Now both /blog and the post URLs end up in /sitemap-blog-1.xml, with /, /about, etc. staying in the default group's /sitemap-1.xml.

Validation: passing a function for a static path ('/blog': () => [...]) throws at startup — static paths don't take resolvers. Passing an entry without resolve for a dynamic pattern ('/blog/[id]': { group: 'blog' }) warns at startup — without a resolver we don't know which IDs to expand, so the route contributes nothing.

6. Cache (KV adapter)

The full entry list is cached in chunks of maxEntries (default 50K). By default the cache is in-process (a single Map), which is fine for a single server but cold on every restart. Plug in any external store via get/set:

import { kv } from '$lib/server/kv';

createSitemapHandle({
  paths: { ... },
  cache: {
    ttl: 3600, // 1 hour, in seconds
    get: (key) => kv.get(`sitemap:${key}`, 'json'),
    set: (key, value, ttl) =>
      kv.put(`sitemap:${key}`, JSON.stringify(value), { expirationTtl: ttl })
  }
});

The library passes opaque keys (meta, meta:blog, chunk:<version>:1, chunk:<version>:blog:1, …) and serializable JSON values.
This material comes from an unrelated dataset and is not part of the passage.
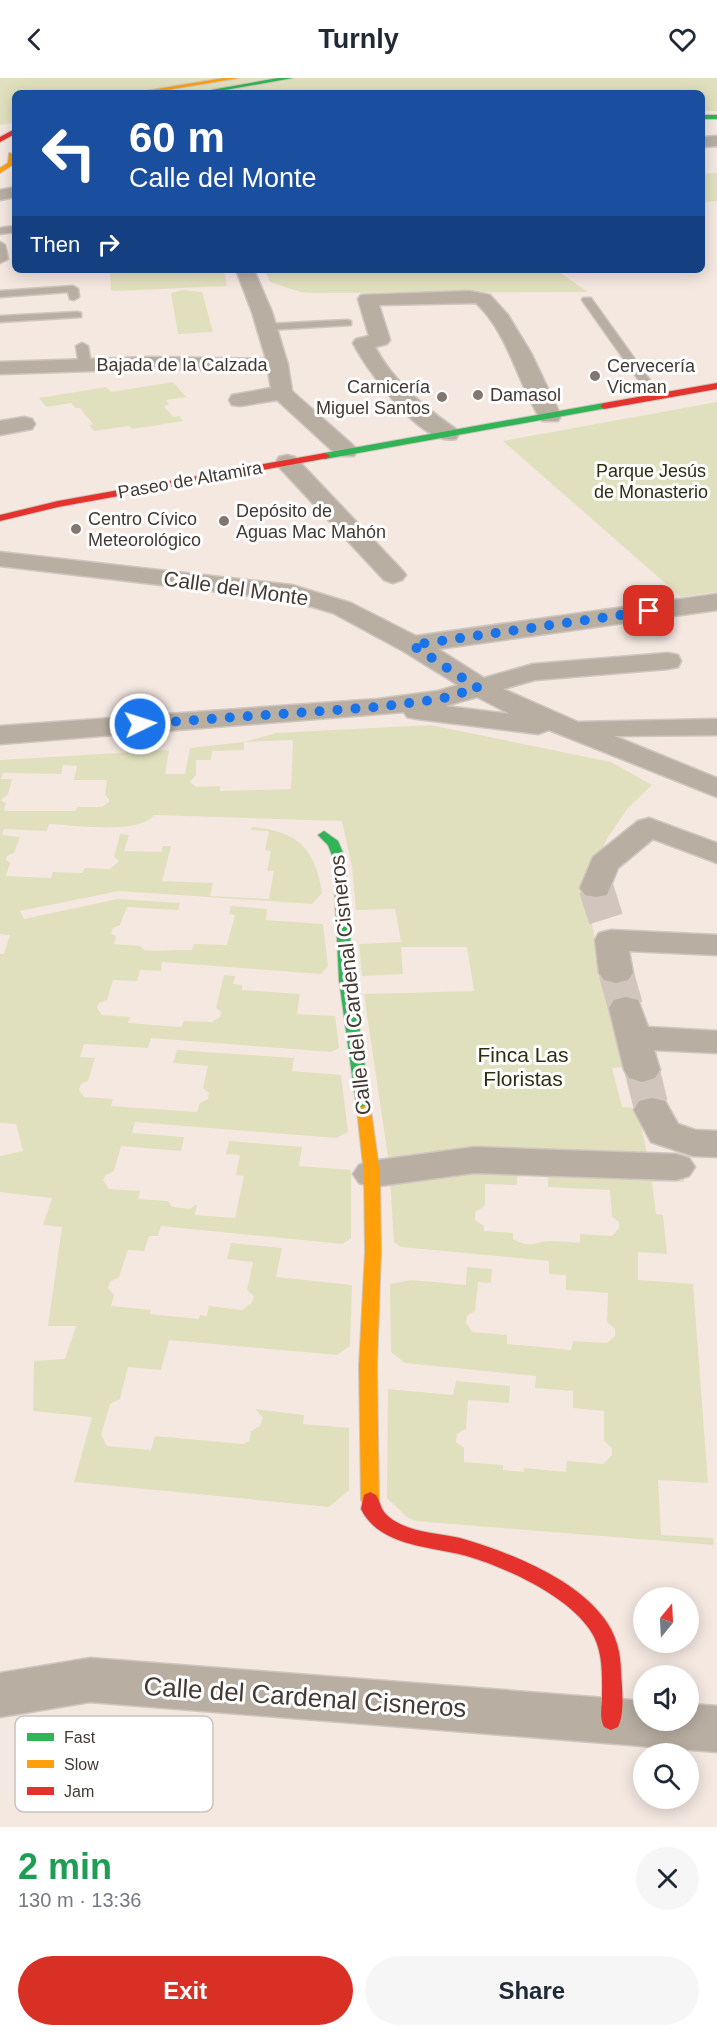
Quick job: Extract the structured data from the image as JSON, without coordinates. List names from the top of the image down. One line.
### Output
{"streets":{"main road":["Paseo de Altamira","Calle del Cardenal Cisneros"],"street":["Bajada de la Calzada","Calle del Monte"]},"crossings":[["Bajada de la Calzada","Paseo de Altamira"]],"parks":["Parque Jesús de Monasterio","Finca Las Floristas"],"places":["Cervecería Vicman","Damasol","Carnicería Miguel Santos","Depósito de Aguas Mac Mahón","Centro Cívico Meteorológico"],"legend":["Fast","Slow","Jam"],"north":"top","page":{"header":"Turnly","turn":["60 m","Calle del Monte"],"then":"Then","heading":["2 min","130 m · 13:36"],"buttons":["Exit","Share"]}}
Each group has its own meta key and its own version, so per-group invalidation only touches that group. Namespace however you like in your adapter. Both get and set are required together; supplying only one is a TypeScript error and a runtime error.

TTL and freshness. ttl is in seconds to match HTTP Cache-Control: max-age, Redis EX, Cloudflare KV expirationTtl, etc. The library bakes an absolute expiresAt into the cached value at write time, so freshness is enforced regardless of whether your storage honors the TTL. Default: 3600 (1 hour). The HTTP Cache-Control: max-age header is set from the same value (clamped at a 60s minimum).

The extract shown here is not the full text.